May 8, 2020
Here we are, finishing up the eighth week of our self-quarantine to protect both ourselves and so many around us. I know it has been challenging for many of us, especially for those who are physically alone. The outpouring of compassion and love that I have seen all of us share with one another has been a beautiful testament to the sacredness of the Temple Shalom community. Nevertheless, one of the most challenging aspects of this Coronavirus Pandemic has been dealing with the deaths of our loved ones and friends. Aside from the tragic losses of lives, current protocols have prevented loved ones from physically connecting with their dying family members, burials are restricted by both attendance and normal ritual participation, and even the act of gathering the community to comfort the mourners is lacking the personal touch.

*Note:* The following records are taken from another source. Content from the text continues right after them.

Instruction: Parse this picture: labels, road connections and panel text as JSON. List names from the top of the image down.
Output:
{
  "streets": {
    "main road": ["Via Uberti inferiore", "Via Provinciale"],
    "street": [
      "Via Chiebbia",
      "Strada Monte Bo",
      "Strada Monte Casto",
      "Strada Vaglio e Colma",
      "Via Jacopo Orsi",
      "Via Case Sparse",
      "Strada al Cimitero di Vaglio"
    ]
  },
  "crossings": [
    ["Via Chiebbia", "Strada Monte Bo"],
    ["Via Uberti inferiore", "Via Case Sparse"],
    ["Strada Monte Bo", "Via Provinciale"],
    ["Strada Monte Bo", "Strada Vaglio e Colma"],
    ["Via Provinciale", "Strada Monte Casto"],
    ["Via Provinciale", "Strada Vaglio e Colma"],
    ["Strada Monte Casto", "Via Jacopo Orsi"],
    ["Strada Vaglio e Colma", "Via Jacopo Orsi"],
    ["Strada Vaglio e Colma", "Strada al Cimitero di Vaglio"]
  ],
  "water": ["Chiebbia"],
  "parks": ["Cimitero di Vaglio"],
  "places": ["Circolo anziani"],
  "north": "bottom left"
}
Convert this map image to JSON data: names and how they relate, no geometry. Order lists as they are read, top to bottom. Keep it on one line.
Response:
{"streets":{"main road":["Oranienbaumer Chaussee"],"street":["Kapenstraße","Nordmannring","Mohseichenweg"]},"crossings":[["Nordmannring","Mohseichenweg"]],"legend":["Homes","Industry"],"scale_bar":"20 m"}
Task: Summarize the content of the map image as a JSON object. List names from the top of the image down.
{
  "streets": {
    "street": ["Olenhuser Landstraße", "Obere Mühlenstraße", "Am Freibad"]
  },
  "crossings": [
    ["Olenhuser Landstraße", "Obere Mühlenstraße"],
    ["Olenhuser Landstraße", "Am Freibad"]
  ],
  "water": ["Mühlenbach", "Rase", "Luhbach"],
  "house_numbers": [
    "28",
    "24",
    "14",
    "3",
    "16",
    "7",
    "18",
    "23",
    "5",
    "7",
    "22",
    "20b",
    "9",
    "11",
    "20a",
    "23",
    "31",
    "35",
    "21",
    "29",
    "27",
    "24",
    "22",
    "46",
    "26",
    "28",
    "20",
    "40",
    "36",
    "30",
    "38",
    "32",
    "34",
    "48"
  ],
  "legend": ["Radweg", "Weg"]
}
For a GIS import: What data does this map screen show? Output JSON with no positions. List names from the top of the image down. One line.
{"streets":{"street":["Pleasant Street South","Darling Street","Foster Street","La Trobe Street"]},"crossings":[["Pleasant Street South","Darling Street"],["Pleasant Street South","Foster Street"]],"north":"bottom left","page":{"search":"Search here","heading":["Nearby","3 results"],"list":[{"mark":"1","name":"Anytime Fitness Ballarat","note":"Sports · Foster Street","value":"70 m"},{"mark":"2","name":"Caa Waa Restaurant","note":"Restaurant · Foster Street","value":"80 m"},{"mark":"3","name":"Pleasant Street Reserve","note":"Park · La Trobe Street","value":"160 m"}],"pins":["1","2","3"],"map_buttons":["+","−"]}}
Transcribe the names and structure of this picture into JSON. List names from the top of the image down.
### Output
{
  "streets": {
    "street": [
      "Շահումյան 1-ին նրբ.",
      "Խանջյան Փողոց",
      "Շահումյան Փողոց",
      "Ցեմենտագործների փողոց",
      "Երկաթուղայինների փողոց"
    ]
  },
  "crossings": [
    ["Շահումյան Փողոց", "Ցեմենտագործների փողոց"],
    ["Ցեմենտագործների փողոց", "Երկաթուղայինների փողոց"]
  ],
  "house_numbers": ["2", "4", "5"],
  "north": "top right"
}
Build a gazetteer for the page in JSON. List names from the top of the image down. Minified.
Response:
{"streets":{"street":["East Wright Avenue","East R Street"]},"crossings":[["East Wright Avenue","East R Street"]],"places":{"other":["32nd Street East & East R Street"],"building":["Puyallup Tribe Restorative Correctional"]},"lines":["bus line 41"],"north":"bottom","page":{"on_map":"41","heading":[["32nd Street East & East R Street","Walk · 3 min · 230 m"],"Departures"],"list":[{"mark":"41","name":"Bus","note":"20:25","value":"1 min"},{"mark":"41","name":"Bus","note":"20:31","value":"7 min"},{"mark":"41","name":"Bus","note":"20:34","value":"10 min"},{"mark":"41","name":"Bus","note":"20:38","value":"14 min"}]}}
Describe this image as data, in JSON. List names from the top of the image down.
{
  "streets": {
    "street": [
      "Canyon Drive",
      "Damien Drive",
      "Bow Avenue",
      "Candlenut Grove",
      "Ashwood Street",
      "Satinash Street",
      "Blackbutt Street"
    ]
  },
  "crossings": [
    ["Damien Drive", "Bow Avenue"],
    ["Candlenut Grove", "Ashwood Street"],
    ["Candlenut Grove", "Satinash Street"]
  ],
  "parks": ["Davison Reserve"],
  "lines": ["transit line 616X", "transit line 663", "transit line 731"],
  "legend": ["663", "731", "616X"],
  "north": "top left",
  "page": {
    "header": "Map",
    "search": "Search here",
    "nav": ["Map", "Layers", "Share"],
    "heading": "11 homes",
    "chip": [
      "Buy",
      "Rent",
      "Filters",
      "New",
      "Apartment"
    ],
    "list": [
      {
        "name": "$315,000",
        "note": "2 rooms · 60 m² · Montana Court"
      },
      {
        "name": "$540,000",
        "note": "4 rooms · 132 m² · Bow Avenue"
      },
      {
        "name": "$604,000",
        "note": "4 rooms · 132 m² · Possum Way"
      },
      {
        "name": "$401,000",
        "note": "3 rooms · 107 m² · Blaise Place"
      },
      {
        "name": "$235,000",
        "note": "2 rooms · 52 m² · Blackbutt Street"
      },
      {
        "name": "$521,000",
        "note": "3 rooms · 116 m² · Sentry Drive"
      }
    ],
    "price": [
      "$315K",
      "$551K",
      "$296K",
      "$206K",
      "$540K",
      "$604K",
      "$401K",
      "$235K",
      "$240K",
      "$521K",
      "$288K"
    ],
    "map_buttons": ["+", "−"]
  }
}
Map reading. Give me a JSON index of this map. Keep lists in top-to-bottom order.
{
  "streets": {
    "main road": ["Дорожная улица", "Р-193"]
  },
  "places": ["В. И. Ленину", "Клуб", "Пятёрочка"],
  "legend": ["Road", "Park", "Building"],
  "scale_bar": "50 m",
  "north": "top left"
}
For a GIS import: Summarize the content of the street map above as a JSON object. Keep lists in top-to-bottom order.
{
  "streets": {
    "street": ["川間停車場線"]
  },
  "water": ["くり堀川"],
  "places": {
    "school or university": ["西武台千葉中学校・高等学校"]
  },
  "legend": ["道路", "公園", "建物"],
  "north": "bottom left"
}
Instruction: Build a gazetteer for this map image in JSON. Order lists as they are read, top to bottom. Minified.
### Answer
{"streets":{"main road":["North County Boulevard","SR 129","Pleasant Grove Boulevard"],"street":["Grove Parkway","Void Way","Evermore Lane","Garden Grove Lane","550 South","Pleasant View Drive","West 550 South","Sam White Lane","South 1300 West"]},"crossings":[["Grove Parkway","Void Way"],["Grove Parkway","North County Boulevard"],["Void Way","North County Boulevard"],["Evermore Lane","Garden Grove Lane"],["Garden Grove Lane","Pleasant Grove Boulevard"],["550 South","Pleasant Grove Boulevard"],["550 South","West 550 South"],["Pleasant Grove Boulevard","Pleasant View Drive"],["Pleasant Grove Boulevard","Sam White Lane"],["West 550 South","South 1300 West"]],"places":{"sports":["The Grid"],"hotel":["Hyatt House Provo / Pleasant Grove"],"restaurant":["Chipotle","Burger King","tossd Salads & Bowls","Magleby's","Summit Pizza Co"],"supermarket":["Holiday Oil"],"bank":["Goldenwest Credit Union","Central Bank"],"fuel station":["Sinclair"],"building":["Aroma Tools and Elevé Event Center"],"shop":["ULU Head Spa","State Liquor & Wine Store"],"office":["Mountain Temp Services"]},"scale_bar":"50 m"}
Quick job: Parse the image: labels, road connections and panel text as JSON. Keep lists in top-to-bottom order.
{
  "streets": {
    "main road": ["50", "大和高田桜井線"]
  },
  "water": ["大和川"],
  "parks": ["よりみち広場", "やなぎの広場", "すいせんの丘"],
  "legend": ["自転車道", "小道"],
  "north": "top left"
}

This week, in Parashat Emor (Leviticus 21:1-24:23), we learn the rules that govern the sanctity of the priesthood, how to observe and practice holy days and festivals, and how to deal with the blasphemers in our midst. In the beginning of the portion, we read: “God said to Moses: “Say to the Kohanim, the sons of Aaron, and say to them: ‘To a [dead] body, he may not become impure among his people, except to a close relative …'” (21:1ff) The law is fairly clear, but the exception to the law reveals that contact with the dead was not inherently prohibited, after all, contact with a dead body and for the sake of the immediate relatives is explicitly permitted. So why does the Torah go out of its way to prohibit Kohanim from such contact for non-relatives?
Traditionally, to ensure that the Kohanim remained in a state of ritual purity so they could do their jobs, the law of this text eliminated the role of funerals for the priesthood. It can also be assumed that since worship of the dead was a widespread phenomenon in the ancient Near East, as it was elsewhere; and priests, as officiants in religious cults, usually had a prominent funerary role – as was not the case in the monotheistic religion of ancient Israel. In other words, while many religions did, and still do, make death central to their religious belief and direct its clergy accordingly, the Jewish tradition, following the lead of the Torah, does not. A too intimate connection between religious leadership and death distorts the higher aims of Torah.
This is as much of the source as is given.